→ Task data:
== Segment start ==

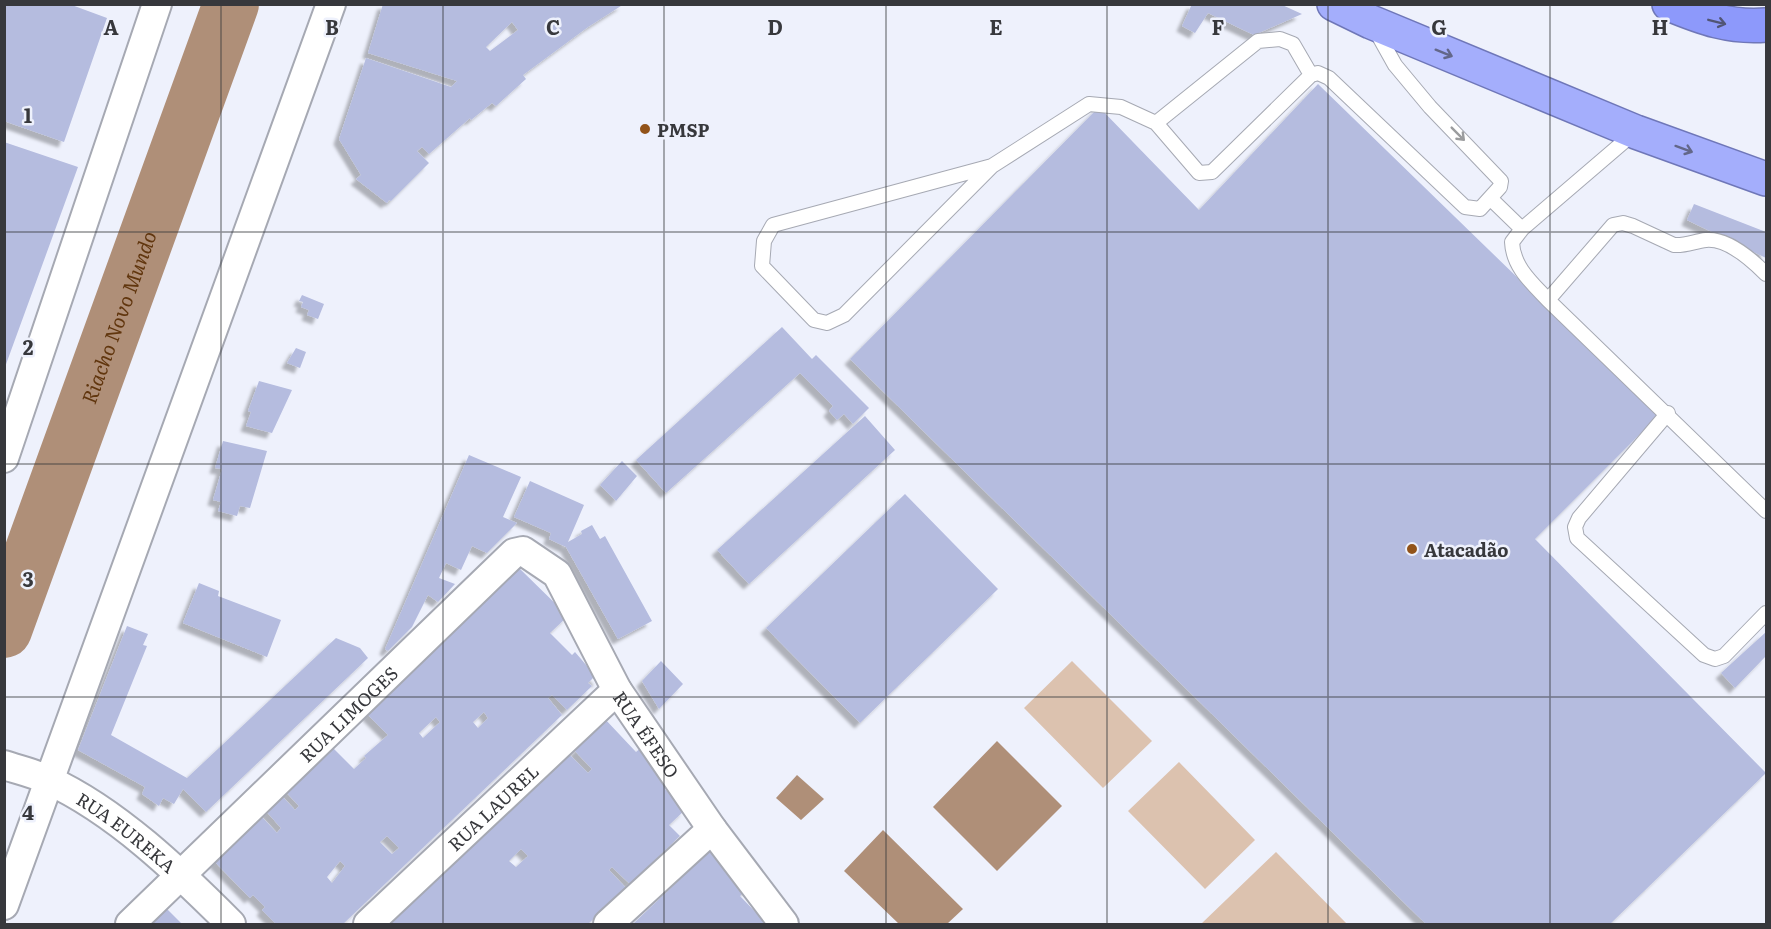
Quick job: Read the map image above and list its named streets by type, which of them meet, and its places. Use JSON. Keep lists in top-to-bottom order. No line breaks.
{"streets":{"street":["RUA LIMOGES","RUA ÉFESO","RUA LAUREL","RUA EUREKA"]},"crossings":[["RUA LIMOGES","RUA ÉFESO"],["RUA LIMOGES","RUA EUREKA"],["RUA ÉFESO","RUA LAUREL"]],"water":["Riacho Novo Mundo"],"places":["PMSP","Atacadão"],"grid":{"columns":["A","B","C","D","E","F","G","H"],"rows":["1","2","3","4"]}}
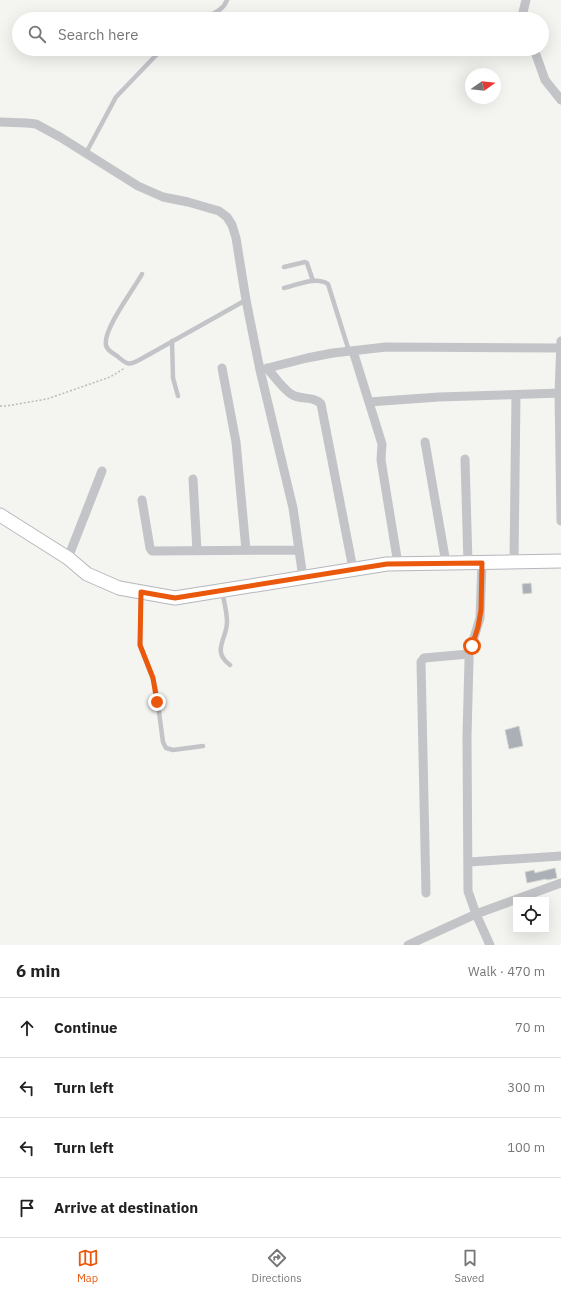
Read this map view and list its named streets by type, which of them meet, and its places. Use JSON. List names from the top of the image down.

== Segment end ==
== Segment start ==

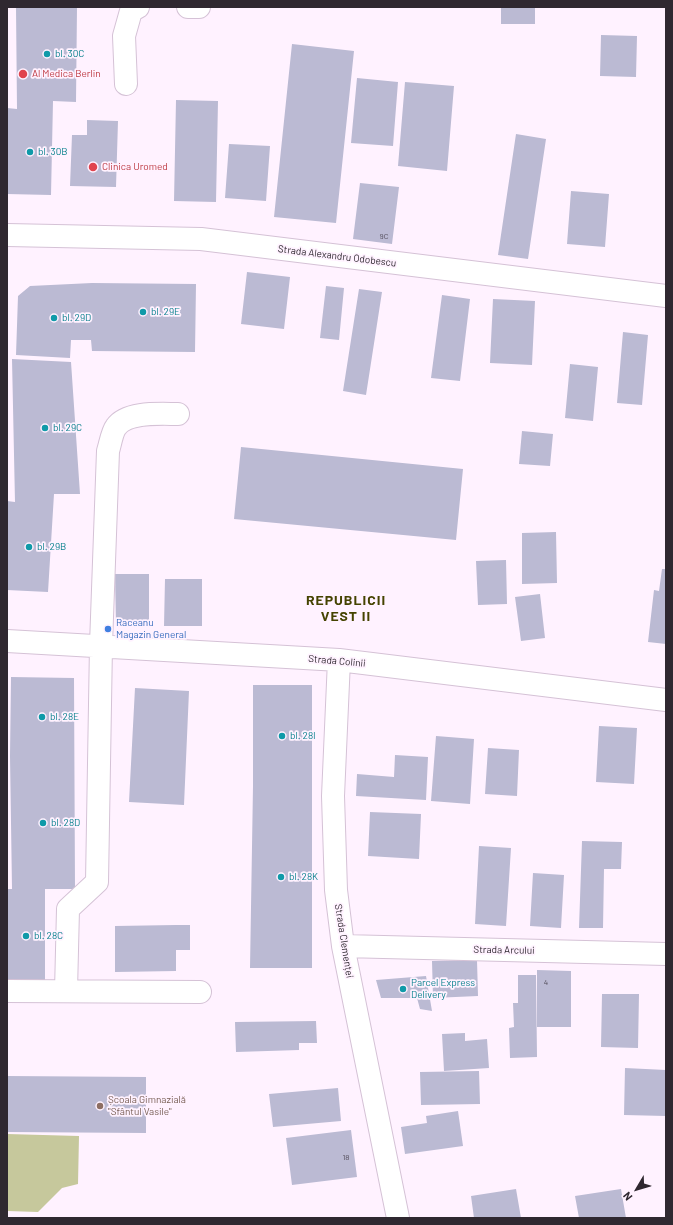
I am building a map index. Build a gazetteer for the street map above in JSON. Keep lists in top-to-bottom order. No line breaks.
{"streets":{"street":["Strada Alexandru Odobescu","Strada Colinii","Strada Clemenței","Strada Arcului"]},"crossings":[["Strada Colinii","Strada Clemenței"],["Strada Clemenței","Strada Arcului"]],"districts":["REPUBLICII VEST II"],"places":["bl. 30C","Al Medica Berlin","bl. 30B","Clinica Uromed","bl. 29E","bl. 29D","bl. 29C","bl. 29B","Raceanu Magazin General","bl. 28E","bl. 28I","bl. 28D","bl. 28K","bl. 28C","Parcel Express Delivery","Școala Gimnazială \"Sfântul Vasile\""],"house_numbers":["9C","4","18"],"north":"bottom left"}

== Segment end ==

→ Requirement:
Please set down, exactly and with no pictures, the lines in the entries above starting at the one holding "Quick job: Read" and ending at the one holding "Read this map", ends included.

→ Solution for this problem:
Quick job: Read the map image above and list its named streets by type, which of them meet, and its places. Use JSON. Keep lists in top-to-bottom order. No line breaks.
{"streets":{"street":["RUA LIMOGES","RUA ÉFESO","RUA LAUREL","RUA EUREKA"]},"crossings":[["RUA LIMOGES","RUA ÉFESO"],["RUA LIMOGES","RUA EUREKA"],["RUA ÉFESO","RUA LAUREL"]],"water":["Riacho Novo Mundo"],"places":["PMSP","Atacadão"],"grid":{"columns":["A","B","C","D","E","F","G","H"],"rows":["1","2","3","4"]}}
Read this map view and list its named streets by type, which of them meet, and its places. Use JSON. List names from the top of the image down.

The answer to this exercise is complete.